Brief Bioinform. 2011 Jul;12(4):369-73. doi: 10.1093/bib/bbr016. Epub 2011 Apr 15.
A recent study examined the stability of rankings from random forests using two variable importance measures (mean decrease accuracy (MDA) and mean decrease Gini (MDG)) and concluded that rankings based on the MDG were more robust than MDA. However, studies examining data-specific characteristics on ranking stability have been few. Rankings based on the MDG measure showed sensitivity to within-predictor correlation and differences in category frequencies, even when the number of categories was held constant, and thus may produce spurious results.
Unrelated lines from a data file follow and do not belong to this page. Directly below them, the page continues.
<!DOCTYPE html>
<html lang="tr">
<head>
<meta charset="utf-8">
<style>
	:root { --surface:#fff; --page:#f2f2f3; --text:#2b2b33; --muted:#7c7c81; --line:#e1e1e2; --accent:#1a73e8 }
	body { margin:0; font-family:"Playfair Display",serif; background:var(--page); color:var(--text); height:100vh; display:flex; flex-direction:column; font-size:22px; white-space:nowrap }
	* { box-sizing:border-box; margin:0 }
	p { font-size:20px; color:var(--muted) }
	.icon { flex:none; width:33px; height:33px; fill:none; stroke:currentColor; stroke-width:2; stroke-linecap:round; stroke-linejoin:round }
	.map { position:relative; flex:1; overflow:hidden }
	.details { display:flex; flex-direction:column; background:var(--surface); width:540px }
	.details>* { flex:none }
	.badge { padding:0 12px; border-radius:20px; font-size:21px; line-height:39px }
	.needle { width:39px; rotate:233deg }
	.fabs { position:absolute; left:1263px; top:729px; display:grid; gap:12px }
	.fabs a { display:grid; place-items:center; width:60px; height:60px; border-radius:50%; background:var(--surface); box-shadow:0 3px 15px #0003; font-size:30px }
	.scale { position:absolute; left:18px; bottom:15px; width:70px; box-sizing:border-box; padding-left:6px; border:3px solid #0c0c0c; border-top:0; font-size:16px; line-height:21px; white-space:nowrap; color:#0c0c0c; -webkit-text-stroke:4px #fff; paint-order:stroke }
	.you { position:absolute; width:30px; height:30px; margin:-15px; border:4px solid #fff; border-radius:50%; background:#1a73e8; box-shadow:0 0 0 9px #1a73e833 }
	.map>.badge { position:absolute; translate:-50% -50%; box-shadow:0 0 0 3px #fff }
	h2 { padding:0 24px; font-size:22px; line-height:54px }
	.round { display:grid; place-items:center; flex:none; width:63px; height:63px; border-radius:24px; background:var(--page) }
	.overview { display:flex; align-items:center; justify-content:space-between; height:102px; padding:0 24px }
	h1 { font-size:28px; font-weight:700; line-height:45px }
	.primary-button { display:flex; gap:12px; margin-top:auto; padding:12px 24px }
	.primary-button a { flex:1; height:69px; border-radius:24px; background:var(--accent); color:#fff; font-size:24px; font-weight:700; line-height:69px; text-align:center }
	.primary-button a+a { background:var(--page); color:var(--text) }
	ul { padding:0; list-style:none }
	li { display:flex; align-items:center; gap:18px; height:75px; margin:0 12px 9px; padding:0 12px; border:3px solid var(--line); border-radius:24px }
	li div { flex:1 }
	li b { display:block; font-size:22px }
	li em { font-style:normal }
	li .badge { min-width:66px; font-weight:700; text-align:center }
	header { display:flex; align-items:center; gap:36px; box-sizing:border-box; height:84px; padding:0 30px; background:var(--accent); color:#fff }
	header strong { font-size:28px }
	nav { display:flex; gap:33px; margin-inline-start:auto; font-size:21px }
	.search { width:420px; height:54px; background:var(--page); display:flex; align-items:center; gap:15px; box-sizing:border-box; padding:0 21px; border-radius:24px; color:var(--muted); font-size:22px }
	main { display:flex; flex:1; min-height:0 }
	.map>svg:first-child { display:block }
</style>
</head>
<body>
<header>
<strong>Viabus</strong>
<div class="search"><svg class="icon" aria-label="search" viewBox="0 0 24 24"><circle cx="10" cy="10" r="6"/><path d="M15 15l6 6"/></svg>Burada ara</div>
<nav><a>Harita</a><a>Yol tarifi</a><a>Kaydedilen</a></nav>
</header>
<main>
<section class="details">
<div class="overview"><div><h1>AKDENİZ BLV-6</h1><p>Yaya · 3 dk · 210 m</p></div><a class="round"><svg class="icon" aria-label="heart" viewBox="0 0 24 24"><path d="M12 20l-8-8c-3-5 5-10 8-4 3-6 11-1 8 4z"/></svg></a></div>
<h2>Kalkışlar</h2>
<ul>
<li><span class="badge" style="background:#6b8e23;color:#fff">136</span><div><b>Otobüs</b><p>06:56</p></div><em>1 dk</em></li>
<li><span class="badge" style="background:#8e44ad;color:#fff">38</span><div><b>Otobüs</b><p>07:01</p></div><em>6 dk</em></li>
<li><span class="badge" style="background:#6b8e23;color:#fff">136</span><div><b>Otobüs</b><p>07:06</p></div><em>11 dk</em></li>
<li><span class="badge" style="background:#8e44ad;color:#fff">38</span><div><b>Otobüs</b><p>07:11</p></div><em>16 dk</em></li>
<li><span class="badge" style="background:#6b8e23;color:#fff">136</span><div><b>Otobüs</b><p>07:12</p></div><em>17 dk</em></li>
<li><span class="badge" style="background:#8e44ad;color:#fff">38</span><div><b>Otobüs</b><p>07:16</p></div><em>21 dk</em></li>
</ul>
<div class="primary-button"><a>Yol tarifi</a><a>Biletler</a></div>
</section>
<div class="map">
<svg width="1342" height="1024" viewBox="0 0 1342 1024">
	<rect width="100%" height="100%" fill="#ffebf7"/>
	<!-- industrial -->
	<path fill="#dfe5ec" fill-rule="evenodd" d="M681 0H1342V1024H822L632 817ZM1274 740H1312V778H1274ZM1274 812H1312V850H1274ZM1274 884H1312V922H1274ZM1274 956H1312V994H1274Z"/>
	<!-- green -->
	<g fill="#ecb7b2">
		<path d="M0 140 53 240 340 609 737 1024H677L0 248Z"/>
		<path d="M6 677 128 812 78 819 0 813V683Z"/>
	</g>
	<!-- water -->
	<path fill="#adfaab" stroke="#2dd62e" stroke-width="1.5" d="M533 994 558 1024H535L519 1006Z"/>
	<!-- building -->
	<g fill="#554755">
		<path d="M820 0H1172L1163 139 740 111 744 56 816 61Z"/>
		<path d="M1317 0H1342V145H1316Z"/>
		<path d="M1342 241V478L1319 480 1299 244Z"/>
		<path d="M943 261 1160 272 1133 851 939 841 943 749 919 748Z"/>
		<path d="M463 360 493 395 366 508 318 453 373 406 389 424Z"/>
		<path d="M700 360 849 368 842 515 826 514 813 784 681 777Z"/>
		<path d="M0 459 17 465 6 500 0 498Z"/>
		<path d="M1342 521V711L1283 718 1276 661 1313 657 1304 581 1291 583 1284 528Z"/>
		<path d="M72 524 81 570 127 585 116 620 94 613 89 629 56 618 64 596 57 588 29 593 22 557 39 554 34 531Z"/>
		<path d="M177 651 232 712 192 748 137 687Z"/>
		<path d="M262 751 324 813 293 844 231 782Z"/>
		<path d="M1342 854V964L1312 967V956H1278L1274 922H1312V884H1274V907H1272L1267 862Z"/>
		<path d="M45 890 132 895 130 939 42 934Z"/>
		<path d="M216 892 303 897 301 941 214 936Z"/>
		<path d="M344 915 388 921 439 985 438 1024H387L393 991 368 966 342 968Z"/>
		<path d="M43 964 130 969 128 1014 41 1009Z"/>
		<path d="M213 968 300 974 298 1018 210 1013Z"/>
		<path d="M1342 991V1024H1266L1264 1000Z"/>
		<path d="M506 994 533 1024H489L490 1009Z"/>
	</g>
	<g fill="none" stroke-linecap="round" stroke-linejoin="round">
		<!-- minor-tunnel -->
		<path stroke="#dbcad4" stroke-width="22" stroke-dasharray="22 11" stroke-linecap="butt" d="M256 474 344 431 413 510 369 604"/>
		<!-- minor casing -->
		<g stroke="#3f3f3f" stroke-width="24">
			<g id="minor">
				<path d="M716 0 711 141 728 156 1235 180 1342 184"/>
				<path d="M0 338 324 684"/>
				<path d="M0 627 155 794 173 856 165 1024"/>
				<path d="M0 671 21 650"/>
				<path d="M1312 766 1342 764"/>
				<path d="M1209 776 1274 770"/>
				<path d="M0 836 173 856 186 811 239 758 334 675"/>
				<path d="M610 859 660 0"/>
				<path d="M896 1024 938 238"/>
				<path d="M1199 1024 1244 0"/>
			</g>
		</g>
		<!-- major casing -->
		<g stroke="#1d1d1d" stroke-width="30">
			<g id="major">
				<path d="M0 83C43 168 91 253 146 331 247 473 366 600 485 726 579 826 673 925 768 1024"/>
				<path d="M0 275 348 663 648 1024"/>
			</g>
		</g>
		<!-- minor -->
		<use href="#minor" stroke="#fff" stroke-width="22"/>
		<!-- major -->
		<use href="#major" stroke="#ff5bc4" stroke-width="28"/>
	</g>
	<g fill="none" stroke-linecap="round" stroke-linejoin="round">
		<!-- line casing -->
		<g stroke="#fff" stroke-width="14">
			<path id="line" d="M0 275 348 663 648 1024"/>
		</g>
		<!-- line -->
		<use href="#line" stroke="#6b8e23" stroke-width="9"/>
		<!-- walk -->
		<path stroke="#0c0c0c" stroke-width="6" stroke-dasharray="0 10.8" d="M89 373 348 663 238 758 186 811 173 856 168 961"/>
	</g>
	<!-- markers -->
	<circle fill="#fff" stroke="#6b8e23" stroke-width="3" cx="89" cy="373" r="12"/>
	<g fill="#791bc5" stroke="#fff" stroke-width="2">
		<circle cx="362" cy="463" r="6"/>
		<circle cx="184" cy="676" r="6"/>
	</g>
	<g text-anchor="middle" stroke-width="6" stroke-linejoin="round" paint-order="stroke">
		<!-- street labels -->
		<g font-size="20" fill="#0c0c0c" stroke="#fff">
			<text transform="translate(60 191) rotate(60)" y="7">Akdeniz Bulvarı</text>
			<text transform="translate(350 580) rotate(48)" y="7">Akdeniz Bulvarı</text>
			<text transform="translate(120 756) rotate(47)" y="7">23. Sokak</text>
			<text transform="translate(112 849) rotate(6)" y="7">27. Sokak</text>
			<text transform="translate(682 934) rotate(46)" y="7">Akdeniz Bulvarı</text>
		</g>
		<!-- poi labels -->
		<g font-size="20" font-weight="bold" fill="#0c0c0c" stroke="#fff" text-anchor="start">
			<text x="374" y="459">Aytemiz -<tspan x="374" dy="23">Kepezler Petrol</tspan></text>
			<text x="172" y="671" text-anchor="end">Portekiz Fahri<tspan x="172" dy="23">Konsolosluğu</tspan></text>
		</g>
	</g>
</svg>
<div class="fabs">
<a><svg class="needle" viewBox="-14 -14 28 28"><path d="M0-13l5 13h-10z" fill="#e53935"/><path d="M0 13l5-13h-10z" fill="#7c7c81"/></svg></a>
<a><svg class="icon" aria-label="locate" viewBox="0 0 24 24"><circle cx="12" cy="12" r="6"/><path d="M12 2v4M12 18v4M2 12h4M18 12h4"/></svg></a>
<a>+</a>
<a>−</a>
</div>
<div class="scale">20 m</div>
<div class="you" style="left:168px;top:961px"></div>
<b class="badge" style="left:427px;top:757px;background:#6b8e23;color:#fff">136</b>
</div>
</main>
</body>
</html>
The MDA measure was robust to these data characteristics. Further, under strong within-predictor correlation, MDG rankings were less stable than those using MDA.
最近的一项研究使用两种变量重要性度量(平均减少精度(MDA)和平均减少基尼(MDG))来检验随机森林的排名稳定性,并得出结论,基于 MDG 的排名比 MDA 更稳健。然而,关于排名稳定性的特定数据特征的研究很少。即使类别数量保持不变,基于 MDG 度量的排名也对预测器内相关性和类别频率差异敏感,因此可能产生虚假结果。MDA 度量对这些数据特征具有鲁棒性。此外,在强预测器内相关性下,MDG 排名比 MDA 排名稳定性差。